Ali erzählte weiter: Mein Vater hatte mehrere Tage hindurch so viel zu dulden, daß sein Wächter, der Geist Mifradj, ihn bemitleidete und, statt ihn nach den Vorschriften Dalhudschs auf verschiedene Weise zu quälen, seine Leiden durch freundliche Worte zu mildem suchte. »Gerne«, sagte er ihm; »würde ich dich in ein von Menschen bewohntes Land zurückbringen, aber eine Strecke von zehn Jahren trennt uns von der Welt des Lichts, die wir nicht ohne die größte Gefahr zurücklegen können, und wo wären wir sicher vor dem gottlosen König Dalhudsch? Der würde uns bis ans Ende der Welt verfolgen.« Während aber Mifradj, auf diese Weise fortfahrend, meinem Vater versprach, so viel es von ihm abhinge, seine Lage erträglich zu machen, trat plötzlich Dalhudsch ins Gefängnis und schwor bei der Dunkelheit, nun müsse Mifradj für Zaher leiden, und ließ ihm sogleich tausend Prügel geben. Mifradj stellte sich ohnmächtig, bis Dalhudsch wieder das Gefängnis verlassen hatte; dann machte er sich schnell auf, entfesselte meinen Vater, nahm ihn auf den Arm und flog mit ihm die ganze Nacht durch über die Wolken hinauf; dann sagte er ihm: »Weißt du, Zaher, daß wir schon eine Strecke von zehn Jahren zurückgelegt haben?« Voll Erstaunen rief mein Vater, nicht bedenkend, daß sein Genius bei dem Namen Gottes vernichtet würde: »Es gibt nur einen einzigen Gott, und Mohammed ist sein Abgesandter!« Kaum hatte er diesen Spruch vollendet, da fiel ein feuriger Pfeil vom Himmel auf Mifradj und verbrannte ihn: Mein Vater aber fiel zur Erde herunter, ohne sich jedoch zu beschädigen.

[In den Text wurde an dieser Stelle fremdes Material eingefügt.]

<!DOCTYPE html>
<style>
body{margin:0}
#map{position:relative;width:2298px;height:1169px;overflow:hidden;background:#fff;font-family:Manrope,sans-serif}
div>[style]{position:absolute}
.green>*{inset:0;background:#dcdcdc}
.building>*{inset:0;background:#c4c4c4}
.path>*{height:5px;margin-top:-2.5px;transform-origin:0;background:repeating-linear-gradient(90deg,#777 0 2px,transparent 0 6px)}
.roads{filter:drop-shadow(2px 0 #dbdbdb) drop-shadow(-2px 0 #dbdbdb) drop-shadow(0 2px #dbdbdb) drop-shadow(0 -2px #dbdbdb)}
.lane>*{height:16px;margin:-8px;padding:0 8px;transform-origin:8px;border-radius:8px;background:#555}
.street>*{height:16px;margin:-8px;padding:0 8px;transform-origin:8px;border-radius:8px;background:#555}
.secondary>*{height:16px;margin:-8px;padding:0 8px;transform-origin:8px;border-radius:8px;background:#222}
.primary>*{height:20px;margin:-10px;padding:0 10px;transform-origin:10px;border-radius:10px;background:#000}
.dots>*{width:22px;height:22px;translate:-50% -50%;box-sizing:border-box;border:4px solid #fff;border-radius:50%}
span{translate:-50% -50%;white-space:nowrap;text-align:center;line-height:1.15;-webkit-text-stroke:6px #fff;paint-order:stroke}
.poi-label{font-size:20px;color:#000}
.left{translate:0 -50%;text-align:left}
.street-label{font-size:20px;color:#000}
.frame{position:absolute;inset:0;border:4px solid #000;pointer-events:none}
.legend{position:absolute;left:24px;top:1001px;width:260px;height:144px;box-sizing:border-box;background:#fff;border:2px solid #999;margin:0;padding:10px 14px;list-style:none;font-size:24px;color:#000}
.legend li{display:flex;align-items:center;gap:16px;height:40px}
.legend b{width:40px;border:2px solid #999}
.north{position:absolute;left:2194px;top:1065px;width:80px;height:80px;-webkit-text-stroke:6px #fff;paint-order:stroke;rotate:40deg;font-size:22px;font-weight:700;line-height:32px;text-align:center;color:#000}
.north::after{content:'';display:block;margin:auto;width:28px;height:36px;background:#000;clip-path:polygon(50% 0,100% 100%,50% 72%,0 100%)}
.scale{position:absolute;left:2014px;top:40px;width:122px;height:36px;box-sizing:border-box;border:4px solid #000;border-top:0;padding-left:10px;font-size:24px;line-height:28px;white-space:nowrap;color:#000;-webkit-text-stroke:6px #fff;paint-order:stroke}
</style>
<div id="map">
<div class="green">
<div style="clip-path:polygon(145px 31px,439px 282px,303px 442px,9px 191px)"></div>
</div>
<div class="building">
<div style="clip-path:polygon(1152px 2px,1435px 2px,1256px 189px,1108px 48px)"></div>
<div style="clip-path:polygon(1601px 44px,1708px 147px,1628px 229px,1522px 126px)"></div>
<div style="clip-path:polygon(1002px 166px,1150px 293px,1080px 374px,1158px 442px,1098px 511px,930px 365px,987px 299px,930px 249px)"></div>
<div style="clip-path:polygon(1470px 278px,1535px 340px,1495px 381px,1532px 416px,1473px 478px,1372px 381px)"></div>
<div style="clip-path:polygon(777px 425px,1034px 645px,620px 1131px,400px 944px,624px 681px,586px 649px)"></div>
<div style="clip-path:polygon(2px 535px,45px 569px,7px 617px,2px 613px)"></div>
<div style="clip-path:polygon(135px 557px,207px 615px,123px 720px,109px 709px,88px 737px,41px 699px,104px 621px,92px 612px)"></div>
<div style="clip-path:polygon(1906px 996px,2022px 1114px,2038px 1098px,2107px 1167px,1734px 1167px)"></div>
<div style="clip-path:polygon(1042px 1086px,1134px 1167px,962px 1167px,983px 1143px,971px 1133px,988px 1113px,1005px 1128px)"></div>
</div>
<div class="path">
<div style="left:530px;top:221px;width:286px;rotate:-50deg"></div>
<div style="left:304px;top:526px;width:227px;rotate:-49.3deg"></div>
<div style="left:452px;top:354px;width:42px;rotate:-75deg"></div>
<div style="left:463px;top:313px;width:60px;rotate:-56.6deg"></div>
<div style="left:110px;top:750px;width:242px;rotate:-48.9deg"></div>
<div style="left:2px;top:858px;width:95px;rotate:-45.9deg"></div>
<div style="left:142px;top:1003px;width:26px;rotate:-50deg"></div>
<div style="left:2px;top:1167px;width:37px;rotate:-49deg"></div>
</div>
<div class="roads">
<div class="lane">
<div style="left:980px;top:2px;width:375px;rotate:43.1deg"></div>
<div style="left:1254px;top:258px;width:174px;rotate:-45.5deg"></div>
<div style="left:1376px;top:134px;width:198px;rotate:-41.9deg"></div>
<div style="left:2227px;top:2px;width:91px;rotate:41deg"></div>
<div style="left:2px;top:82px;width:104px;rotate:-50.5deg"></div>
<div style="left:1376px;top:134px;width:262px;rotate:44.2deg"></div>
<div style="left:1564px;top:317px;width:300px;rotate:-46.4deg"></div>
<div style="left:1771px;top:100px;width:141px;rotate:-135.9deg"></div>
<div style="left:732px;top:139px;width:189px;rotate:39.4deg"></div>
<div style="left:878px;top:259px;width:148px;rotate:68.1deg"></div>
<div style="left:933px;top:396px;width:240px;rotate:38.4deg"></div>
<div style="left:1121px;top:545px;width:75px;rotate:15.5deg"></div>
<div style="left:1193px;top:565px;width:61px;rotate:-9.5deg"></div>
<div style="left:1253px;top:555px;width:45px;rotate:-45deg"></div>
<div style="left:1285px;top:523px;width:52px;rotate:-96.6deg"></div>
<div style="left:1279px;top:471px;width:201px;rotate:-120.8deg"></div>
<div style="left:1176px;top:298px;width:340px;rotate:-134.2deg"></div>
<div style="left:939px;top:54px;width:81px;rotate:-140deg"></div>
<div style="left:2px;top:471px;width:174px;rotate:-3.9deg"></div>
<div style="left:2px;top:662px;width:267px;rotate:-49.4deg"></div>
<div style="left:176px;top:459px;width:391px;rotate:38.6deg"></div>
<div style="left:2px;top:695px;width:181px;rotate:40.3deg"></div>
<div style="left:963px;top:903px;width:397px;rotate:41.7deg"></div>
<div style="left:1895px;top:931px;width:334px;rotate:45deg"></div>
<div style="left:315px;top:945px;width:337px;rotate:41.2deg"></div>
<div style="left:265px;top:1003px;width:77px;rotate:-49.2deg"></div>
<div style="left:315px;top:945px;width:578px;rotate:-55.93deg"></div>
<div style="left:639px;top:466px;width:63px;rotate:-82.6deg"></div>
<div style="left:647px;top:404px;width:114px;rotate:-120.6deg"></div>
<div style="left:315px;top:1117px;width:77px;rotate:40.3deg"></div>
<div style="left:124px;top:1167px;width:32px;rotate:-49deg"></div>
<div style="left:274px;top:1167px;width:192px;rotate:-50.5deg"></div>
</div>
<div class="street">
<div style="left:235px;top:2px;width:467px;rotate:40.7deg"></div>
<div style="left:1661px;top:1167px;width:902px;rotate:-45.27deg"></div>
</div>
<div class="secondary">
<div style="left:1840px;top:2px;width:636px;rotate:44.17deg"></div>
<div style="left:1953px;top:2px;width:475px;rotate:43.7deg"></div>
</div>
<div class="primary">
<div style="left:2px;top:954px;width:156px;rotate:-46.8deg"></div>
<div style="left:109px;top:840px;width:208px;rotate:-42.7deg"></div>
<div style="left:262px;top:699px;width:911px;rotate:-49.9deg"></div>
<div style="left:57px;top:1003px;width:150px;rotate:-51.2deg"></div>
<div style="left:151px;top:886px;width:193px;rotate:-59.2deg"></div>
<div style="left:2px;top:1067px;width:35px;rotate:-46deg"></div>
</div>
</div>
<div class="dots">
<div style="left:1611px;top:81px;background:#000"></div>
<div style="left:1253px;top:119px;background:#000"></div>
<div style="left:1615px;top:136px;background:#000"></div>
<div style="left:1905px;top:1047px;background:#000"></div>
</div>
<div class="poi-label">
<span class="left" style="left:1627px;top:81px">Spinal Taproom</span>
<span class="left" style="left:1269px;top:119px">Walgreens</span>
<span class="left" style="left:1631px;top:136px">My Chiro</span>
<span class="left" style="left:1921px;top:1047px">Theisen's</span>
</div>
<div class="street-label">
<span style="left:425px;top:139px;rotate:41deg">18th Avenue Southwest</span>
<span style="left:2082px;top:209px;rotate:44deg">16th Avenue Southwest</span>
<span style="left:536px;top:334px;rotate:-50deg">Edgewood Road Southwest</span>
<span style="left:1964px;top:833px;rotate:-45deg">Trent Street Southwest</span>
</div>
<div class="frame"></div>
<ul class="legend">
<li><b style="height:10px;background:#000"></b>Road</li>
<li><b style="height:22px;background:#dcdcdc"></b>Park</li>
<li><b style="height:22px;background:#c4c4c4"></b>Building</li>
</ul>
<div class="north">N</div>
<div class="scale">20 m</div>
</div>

Die ihm unbekannte Gegend, wo er wieder die Erde berührte, war sehr öde; erst als er einen halben Tag hindurch aufs Geratewohl umherirrte, kam er in ein wohlbebautes, frucht- und wasserreiches Land, und sah am Ufer eines Flusses einen Mann, der sich zum Beten wusch. Er wusch sich auch und betete mit ihm. Nach vollendetem Gebet sagte er ihm: »Ich beschwöre dich bei dem, den wir anbeten, sage mir doch, in welchem Land ich mich befinde und unter welchen Geschöpfen.« – »Wisse«, antwortete er, »diese Insel ist von rechtgläubigen Genien bewohnt, die der Prophet Hidhr den Koran gelehrt hat; man nennt sie die Diamanteninsel; sie ist vom grünen Meer umgeben, das sich bis zum Berg Kaf erstreckt. Hier ist der Sammelplatz der Engel, welche täglich auf der Erde umherstreifen, um die Befehle Gottes zu vollziehen.« Er fragte ihn dann: »Wie sieht denn der Berg Kaf aus?« – »Der Berg Kaf«, antwortete er, »besteht aus einer grünen Perle, ist von den edelsten Geschöpfen Gottes bewohnt und von den mächtigsten Engeln rings umher bewacht, niemand kann ihn betreten ohne besondere Erlaubnis Gottes. Doch komme mit mir zu unserem König, der kann dir besser als ich über alles Auskunft geben.«

Ali erzählte weiter: Der Genius führte meinen Vater hierauf in eine herrliche, sehr feste Stadt, deren Tore von Engeln bewacht waren, welche Geister unter sich hatten, die mit silbernen und goldenen Pfeilern in der Hand auf und ab gingen. Da mein Vater aber in der Stadt keine Minaretts sah, auf denen bei uns das Gebet ausgerufen wird, fragte er seinen Begleiter, wieso sie die Stunde des Gebetes wüßten. Er antwortete: »Wenn die Zeit kommt, wo uns von dem Propheten Hidhr das Gebet vorgeschrieben ist, steigt eine Lichtsäule aus dem Berg, der über der Stadt sich erhebt, und tausend Engel rufen laut: »Gott ist groß! O ihr Geschöpfe des Herrn verkündet, daß es nur einen Gott gibt und daß Mohammed sein Abgesandter!« Er erzählte ihm hierauf von vielen anderen wunderbaren Erscheinungen dieser Insel und versprach ihm, wenn der König es erlauben würde, ihn auf dieser ganzen Insel herum zu führen.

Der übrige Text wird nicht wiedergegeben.